§ ACTION ITEM:
Find the line with "I am building" in the entries below. Repeat it, every following line, and the line with "Task: Describe the", exactly and with nothing added.

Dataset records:
--
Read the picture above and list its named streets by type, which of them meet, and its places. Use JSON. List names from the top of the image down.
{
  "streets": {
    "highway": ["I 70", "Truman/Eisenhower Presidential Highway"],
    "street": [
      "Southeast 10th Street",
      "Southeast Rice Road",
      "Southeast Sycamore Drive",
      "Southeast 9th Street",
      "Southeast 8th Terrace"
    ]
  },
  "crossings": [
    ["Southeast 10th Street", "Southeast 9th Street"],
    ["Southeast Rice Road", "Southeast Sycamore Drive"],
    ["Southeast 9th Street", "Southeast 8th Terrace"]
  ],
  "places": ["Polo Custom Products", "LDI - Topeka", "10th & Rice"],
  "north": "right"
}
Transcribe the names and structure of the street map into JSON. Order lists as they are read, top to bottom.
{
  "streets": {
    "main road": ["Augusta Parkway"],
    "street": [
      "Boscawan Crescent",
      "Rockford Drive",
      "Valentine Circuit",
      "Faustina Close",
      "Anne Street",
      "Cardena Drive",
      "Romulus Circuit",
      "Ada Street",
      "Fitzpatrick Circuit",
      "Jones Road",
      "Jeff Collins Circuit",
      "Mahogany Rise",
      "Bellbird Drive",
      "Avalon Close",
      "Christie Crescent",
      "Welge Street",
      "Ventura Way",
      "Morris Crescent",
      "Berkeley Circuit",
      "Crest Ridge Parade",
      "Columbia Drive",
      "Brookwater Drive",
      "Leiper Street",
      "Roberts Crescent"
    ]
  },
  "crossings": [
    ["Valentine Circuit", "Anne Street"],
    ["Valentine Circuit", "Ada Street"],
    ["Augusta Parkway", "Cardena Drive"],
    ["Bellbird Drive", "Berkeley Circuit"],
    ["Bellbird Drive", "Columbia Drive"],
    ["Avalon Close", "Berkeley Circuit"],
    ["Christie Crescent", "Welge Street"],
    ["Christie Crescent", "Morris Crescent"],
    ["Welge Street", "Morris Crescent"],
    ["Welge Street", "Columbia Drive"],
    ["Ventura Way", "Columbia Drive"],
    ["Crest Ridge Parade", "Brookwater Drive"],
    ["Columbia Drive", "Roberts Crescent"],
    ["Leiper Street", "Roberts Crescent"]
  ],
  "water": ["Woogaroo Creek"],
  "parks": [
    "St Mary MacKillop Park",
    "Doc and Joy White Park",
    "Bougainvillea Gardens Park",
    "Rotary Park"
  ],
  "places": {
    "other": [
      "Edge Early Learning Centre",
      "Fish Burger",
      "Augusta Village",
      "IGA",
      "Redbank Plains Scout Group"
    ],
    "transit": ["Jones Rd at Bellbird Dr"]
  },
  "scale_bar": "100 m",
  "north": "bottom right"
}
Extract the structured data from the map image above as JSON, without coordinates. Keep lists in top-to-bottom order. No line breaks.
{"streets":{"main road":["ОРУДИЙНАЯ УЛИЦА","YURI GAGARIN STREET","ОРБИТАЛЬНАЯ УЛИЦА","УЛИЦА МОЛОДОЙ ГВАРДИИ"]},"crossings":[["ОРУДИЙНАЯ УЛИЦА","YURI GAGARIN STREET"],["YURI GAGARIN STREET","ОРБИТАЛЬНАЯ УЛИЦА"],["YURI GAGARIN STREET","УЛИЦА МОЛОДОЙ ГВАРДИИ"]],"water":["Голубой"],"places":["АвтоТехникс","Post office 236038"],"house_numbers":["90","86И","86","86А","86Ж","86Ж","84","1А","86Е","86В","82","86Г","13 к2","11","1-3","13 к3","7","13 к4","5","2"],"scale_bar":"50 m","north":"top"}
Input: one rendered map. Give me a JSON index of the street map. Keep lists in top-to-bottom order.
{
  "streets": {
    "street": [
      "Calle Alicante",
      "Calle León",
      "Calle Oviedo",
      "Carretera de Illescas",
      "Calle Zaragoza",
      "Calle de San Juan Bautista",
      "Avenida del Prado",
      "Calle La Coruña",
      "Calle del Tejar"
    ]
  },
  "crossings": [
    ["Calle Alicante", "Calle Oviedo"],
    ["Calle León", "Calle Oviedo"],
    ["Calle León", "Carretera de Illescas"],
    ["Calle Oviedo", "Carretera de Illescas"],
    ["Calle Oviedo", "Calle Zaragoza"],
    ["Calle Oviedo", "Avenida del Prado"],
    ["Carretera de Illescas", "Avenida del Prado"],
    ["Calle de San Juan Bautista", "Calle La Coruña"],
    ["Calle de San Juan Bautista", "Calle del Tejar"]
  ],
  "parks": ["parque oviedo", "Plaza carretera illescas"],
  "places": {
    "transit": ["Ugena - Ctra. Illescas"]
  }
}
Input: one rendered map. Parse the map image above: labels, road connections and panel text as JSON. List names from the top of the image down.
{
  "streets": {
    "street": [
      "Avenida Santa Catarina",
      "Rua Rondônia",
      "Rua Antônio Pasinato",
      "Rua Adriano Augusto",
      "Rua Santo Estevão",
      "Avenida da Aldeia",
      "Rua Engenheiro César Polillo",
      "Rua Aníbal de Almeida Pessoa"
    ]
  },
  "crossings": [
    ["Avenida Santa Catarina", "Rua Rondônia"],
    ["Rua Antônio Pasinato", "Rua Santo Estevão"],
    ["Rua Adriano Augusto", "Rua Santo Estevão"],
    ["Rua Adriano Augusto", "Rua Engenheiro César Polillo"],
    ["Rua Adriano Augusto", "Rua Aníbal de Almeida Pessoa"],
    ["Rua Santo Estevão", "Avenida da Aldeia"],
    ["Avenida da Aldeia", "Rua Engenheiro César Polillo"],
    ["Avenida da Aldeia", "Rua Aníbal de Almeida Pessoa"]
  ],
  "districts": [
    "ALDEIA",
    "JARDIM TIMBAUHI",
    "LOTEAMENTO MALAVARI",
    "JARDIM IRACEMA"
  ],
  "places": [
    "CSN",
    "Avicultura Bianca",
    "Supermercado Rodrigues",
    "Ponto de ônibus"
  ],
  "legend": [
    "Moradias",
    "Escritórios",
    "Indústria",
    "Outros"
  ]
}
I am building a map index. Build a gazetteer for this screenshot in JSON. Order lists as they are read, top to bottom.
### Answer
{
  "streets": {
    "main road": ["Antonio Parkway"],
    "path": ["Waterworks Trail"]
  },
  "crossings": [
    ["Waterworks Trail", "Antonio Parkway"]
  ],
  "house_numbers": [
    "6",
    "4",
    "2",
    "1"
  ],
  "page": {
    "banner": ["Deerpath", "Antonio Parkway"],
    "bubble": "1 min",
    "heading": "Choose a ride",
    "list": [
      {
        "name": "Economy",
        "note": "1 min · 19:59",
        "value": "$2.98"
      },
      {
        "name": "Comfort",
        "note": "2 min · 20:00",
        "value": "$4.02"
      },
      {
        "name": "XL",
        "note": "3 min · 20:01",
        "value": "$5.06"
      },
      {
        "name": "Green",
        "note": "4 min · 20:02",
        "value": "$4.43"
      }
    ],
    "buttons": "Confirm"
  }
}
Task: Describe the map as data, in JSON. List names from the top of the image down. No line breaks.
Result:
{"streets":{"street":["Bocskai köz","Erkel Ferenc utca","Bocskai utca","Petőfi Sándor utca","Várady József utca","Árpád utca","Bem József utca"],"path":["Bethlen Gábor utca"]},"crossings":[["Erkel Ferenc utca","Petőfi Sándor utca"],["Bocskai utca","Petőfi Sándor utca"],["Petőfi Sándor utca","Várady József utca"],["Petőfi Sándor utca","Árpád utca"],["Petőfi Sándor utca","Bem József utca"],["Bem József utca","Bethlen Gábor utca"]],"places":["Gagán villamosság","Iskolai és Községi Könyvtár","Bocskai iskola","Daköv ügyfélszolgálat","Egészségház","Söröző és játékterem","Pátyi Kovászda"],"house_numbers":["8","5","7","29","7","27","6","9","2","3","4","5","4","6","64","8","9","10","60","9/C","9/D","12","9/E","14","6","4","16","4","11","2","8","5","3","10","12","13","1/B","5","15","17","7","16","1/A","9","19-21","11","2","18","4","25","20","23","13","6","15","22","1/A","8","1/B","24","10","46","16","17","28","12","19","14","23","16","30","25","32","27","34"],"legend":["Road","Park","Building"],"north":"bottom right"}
--
§ WRITTEN ANSWER:
I am building a map index. Build a gazetteer for this screenshot in JSON. Order lists as they are read, top to bottom.
### Answer
{
  "streets": {
    "main road": ["Antonio Parkway"],
    "path": ["Waterworks Trail"]
  },
  "crossings": [
    ["Waterworks Trail", "Antonio Parkway"]
  ],
  "house_numbers": [
    "6",
    "4",
    "2",
    "1"
  ],
  "page": {
    "banner": ["Deerpath", "Antonio Parkway"],
    "bubble": "1 min",
    "heading": "Choose a ride",
    "list": [
      {
        "name": "Economy",
        "note": "1 min · 19:59",
        "value": "$2.98"
      },
      {
        "name": "Comfort",
        "note": "2 min · 20:00",
        "value": "$4.02"
      },
      {
        "name": "XL",
        "note": "3 min · 20:01",
        "value": "$5.06"
      },
      {
        "name": "Green",
        "note": "4 min · 20:02",
        "value": "$4.43"
      }
    ],
    "buttons": "Confirm"
  }
}
Task: Describe the map as data, in JSON. List names from the top of the image down. No line breaks.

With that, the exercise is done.